Top of Records supplied

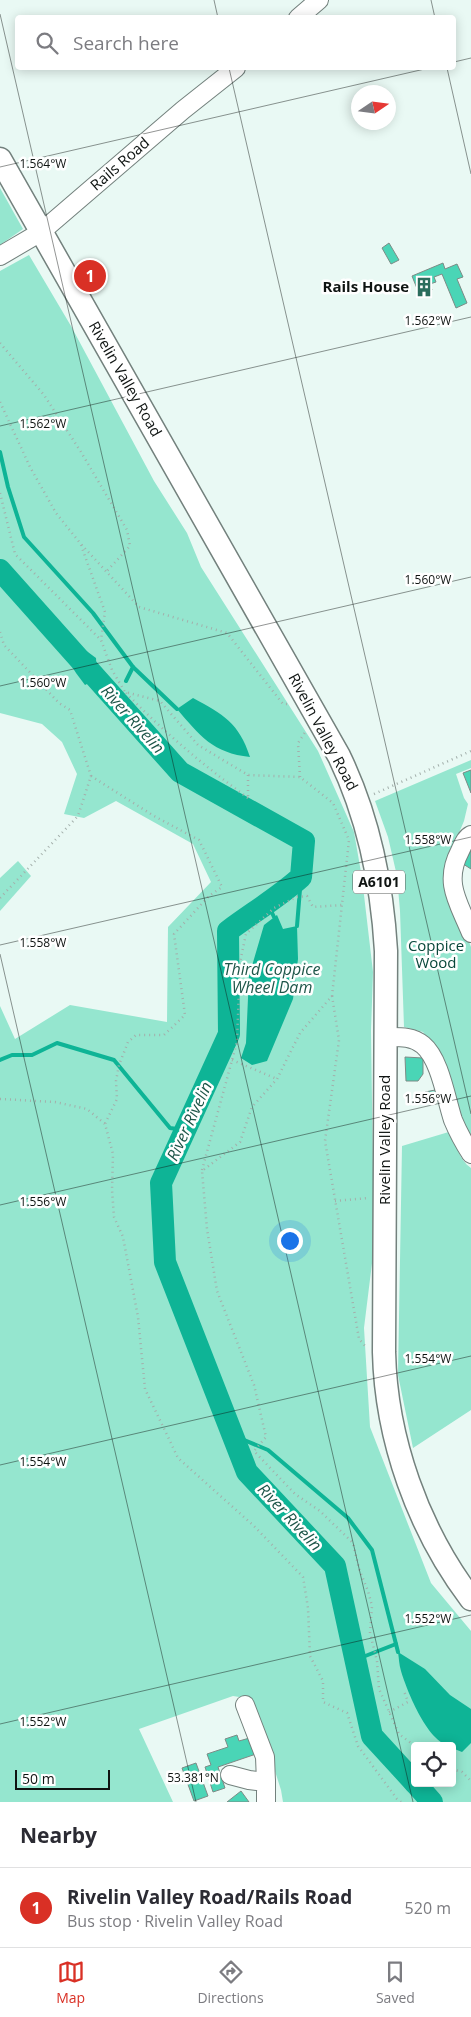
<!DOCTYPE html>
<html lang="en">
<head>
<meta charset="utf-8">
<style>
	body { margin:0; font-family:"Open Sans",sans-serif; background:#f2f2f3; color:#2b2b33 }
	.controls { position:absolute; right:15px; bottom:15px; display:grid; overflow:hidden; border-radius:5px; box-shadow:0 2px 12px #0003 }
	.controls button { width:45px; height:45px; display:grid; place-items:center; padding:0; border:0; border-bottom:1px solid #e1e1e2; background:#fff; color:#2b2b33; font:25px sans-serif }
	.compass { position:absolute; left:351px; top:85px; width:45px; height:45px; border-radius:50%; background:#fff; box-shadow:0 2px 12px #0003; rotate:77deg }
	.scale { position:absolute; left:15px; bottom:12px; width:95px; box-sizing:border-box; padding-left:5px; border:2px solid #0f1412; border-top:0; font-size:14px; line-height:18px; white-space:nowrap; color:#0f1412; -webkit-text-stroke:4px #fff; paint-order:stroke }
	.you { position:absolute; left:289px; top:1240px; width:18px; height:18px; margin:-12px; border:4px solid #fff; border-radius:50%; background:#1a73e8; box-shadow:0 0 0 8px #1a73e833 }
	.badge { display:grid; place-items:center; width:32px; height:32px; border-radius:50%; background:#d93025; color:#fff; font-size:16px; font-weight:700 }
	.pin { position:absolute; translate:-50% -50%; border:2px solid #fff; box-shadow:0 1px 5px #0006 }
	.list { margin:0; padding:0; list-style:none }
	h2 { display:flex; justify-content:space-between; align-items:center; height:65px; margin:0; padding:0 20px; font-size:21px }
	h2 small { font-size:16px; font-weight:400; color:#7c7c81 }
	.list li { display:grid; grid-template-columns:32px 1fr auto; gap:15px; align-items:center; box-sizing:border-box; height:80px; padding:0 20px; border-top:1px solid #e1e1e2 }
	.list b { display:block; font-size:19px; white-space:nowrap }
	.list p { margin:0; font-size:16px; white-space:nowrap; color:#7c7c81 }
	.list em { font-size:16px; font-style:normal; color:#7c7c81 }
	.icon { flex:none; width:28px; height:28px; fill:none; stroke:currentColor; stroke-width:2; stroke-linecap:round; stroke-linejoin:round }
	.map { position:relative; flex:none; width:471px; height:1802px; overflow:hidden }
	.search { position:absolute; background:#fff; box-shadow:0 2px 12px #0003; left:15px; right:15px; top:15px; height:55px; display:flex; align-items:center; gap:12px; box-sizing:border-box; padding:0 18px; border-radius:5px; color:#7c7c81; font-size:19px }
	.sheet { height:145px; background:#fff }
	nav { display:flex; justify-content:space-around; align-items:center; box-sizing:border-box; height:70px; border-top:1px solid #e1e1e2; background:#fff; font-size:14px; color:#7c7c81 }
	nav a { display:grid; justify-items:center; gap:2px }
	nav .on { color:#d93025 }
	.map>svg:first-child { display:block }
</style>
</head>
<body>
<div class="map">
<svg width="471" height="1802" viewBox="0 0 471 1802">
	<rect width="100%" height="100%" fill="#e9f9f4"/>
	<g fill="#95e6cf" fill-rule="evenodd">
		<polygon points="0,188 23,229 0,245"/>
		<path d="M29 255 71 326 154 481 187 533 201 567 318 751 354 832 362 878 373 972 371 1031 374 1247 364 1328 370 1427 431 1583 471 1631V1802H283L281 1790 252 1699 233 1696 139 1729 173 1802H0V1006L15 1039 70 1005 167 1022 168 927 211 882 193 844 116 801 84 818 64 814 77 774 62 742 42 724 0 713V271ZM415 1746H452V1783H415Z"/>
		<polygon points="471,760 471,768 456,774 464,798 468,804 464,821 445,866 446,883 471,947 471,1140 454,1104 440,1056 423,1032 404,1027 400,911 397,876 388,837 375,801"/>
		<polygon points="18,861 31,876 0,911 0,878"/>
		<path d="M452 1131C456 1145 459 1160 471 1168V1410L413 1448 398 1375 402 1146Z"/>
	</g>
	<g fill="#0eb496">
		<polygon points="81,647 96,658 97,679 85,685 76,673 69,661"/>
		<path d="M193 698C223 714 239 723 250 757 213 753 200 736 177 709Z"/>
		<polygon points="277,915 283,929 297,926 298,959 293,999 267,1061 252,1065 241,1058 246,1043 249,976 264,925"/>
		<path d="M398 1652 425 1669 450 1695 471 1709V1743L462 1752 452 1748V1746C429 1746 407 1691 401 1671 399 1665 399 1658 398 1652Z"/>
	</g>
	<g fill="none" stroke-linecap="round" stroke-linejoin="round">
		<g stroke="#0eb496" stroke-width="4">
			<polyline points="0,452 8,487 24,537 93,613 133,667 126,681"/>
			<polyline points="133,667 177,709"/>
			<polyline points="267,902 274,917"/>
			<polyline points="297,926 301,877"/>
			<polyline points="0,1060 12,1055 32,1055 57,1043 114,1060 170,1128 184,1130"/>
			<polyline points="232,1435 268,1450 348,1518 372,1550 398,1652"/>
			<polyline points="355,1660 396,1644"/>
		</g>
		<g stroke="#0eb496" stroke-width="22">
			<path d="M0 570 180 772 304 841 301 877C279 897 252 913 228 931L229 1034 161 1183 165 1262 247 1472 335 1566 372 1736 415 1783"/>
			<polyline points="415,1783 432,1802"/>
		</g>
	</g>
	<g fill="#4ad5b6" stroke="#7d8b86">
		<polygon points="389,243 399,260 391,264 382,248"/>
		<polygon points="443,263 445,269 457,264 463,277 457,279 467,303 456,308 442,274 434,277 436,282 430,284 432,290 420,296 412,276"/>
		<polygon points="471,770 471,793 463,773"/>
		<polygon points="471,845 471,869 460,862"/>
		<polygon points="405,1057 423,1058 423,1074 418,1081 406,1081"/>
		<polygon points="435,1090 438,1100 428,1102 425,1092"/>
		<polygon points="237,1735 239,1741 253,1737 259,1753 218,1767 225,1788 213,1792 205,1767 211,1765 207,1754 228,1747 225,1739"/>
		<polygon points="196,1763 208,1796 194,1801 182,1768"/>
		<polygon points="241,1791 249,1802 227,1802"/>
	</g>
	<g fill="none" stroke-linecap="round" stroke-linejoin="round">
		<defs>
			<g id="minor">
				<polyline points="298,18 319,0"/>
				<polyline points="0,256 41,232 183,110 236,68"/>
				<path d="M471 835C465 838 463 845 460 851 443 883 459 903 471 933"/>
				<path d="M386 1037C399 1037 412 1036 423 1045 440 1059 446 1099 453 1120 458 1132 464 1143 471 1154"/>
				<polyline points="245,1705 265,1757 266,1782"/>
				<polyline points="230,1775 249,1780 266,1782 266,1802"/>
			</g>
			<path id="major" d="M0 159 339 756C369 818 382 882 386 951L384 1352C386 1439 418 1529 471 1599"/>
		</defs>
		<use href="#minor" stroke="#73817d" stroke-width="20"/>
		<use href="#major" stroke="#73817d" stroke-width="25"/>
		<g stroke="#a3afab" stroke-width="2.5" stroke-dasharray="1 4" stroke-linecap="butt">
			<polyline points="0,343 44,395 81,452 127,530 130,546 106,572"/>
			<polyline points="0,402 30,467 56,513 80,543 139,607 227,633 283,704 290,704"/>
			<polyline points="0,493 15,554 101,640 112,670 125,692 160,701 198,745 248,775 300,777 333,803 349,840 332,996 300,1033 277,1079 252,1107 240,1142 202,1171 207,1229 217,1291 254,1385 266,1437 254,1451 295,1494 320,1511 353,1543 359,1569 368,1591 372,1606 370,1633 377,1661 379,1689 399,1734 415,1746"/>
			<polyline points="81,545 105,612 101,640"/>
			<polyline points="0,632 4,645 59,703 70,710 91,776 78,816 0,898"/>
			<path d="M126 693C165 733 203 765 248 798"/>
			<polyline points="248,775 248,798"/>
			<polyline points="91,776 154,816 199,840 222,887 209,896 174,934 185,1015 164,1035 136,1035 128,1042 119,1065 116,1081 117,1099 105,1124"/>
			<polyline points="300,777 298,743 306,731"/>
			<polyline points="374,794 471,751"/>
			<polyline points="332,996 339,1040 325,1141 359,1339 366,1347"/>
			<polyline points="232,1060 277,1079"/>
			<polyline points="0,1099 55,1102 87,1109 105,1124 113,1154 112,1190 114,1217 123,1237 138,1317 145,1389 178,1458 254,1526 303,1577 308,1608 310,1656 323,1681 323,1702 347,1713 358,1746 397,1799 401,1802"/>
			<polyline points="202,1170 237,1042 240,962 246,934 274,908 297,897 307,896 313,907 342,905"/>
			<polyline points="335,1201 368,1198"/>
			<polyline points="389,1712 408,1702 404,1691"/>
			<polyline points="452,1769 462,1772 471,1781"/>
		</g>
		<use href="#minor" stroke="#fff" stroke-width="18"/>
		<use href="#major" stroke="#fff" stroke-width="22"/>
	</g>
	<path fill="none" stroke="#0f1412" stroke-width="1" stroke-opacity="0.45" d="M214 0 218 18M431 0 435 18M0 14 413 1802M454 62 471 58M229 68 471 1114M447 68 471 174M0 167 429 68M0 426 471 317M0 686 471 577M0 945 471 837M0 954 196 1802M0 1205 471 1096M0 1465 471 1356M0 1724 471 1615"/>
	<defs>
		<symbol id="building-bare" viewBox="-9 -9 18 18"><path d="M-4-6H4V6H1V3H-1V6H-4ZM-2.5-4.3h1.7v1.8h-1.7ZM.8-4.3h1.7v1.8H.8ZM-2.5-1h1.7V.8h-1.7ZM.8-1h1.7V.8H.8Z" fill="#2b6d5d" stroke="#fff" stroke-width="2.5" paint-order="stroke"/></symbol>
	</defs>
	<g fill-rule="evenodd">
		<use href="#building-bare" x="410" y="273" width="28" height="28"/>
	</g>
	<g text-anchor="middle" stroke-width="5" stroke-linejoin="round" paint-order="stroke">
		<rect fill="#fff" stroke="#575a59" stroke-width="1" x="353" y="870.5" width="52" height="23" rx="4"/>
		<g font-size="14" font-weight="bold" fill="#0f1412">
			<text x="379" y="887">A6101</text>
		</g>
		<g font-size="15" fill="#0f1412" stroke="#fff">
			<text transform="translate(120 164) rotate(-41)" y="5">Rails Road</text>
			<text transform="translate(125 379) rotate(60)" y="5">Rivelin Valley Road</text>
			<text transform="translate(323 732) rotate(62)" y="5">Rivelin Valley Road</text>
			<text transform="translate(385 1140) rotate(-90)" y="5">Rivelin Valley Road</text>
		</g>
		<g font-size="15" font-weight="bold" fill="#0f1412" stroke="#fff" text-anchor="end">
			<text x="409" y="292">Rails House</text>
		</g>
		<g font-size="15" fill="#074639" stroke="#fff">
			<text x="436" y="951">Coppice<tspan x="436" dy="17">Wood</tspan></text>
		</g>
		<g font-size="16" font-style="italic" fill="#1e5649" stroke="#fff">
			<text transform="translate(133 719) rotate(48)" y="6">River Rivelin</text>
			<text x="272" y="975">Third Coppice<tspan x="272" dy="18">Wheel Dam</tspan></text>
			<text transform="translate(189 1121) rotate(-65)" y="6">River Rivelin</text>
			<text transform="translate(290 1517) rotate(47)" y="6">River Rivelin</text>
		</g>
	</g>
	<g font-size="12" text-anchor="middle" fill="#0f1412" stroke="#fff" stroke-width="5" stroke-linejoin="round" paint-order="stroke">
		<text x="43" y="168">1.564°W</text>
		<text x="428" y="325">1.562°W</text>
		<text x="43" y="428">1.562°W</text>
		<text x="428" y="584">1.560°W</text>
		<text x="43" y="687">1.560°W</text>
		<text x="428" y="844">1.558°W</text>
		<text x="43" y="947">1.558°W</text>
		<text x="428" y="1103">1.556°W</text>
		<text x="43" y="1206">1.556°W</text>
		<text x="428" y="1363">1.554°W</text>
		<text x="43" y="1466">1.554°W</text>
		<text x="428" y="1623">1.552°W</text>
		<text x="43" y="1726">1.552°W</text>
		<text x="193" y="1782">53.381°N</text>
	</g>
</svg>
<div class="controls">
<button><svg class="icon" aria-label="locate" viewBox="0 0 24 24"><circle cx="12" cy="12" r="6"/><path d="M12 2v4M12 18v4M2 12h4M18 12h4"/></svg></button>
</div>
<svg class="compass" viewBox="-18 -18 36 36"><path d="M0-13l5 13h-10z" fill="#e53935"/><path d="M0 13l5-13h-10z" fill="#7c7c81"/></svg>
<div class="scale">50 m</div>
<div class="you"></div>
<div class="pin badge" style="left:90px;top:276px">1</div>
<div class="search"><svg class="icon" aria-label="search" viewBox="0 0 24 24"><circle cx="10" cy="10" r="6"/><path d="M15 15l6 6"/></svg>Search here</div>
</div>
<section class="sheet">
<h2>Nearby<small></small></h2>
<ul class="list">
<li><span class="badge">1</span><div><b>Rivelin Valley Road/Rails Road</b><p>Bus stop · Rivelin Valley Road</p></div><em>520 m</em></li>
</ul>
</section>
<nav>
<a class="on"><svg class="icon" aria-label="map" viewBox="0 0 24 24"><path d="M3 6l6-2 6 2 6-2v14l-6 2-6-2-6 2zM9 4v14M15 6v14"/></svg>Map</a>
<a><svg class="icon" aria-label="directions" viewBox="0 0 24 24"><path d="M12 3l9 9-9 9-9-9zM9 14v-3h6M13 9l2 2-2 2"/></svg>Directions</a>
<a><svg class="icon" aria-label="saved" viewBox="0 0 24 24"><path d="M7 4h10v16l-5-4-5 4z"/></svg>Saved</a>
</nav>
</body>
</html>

Bottom of Records supplied
Top of Records supplied

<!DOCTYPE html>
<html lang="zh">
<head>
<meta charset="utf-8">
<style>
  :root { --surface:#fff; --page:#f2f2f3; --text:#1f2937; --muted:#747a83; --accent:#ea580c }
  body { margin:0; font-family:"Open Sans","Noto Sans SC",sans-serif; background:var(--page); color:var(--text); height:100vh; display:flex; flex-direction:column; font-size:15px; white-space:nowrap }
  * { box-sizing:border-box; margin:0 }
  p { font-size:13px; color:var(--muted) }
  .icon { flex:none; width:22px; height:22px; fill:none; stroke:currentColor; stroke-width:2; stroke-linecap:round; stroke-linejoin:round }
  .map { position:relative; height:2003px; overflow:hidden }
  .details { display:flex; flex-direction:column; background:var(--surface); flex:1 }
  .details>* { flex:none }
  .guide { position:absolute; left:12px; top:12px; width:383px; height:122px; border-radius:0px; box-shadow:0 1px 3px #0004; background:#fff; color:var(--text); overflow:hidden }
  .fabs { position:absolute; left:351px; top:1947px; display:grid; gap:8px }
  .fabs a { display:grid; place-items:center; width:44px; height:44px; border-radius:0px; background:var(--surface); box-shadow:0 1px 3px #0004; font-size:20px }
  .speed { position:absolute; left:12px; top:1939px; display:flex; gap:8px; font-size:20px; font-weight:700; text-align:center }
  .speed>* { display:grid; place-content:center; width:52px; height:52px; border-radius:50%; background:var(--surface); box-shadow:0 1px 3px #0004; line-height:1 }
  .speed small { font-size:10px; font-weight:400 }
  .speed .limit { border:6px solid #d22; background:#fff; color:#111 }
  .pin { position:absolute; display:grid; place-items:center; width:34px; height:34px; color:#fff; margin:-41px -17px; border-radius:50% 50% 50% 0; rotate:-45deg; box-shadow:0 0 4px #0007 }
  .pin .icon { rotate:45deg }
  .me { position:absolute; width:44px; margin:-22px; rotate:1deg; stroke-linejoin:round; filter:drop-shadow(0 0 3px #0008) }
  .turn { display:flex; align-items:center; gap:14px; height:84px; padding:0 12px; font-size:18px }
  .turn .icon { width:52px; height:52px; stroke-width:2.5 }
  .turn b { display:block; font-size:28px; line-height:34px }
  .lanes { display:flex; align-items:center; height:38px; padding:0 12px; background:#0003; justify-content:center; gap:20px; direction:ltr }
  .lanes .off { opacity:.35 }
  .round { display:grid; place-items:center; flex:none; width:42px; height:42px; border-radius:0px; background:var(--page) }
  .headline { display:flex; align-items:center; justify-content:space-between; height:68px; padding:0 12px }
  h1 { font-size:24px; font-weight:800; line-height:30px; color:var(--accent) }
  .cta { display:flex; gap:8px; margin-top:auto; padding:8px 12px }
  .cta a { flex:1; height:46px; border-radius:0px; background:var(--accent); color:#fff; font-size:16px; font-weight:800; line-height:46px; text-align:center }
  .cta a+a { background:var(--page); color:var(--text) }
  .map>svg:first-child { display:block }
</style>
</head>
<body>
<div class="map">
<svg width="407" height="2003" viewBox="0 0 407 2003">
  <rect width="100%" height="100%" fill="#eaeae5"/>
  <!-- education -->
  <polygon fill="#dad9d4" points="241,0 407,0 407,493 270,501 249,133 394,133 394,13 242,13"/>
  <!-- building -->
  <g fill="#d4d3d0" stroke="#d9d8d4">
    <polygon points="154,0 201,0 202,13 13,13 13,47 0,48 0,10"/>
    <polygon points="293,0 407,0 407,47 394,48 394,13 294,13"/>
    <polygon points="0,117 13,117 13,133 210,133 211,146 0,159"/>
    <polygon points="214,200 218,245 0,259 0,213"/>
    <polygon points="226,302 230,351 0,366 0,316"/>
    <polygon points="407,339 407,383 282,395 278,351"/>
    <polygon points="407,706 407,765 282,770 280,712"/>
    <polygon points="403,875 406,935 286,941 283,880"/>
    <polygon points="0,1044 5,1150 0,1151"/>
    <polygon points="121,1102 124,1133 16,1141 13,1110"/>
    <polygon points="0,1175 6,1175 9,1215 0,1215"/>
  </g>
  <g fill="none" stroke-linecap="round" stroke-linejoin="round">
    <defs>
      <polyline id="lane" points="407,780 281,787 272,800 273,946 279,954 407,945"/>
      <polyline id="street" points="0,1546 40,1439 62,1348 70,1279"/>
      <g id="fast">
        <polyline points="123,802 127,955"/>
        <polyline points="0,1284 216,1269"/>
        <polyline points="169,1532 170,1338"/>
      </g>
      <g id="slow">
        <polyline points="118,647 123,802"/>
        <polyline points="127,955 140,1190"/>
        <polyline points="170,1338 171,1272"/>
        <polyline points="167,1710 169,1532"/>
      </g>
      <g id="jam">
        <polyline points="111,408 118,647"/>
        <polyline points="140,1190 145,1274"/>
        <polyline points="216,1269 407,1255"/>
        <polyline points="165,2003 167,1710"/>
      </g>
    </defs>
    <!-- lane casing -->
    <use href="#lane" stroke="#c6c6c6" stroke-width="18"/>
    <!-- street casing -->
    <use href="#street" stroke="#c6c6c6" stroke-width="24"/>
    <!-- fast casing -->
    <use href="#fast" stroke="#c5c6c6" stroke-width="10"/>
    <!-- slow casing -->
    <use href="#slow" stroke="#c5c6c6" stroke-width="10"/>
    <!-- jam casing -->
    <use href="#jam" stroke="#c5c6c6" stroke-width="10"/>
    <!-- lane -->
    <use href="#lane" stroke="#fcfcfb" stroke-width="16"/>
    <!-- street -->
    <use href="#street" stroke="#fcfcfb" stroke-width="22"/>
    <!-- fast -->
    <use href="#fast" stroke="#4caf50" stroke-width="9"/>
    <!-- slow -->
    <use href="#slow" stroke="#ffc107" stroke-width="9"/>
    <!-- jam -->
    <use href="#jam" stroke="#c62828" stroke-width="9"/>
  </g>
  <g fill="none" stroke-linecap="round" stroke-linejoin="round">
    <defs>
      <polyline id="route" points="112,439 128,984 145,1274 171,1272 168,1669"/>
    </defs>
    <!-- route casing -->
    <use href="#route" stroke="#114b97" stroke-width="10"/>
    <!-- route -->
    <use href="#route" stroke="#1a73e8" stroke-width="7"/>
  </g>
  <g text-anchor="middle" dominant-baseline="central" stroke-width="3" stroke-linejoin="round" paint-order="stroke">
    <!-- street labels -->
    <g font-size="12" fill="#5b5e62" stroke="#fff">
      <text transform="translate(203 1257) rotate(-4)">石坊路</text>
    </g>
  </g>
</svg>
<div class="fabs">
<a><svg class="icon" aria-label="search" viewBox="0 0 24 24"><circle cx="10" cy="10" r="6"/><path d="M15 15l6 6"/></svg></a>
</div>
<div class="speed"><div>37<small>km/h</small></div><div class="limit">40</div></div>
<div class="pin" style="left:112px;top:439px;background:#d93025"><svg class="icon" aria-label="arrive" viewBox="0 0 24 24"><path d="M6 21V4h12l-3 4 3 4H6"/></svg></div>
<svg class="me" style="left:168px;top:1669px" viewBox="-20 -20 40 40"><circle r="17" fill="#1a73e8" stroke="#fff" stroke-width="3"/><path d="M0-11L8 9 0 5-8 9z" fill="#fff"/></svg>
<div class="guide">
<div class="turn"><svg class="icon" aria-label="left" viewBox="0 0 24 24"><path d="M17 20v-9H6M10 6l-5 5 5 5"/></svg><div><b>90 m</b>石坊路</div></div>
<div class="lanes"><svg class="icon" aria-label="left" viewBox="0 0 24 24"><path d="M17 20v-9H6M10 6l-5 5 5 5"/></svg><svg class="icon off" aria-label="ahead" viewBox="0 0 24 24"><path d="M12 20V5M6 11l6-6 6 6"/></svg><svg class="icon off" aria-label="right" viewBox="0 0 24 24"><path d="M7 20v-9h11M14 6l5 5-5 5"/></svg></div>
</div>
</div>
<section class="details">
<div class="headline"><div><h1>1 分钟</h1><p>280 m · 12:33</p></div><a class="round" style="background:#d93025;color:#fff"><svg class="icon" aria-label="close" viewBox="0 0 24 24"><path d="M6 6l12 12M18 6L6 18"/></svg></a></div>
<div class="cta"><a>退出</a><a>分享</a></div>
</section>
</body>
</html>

Bottom of Records supplied

* Task to complete
Using the records given above, list every line that includes the word "route".

* Written answer
      <polyline id="route" points="112,439 128,984 145,1274 171,1272 168,1669"/>
    <!-- route casing -->
    <use href="#route" stroke="#114b97" stroke-width="10"/>
    <!-- route -->
    <use href="#route" stroke="#1a73e8" stroke-width="7"/>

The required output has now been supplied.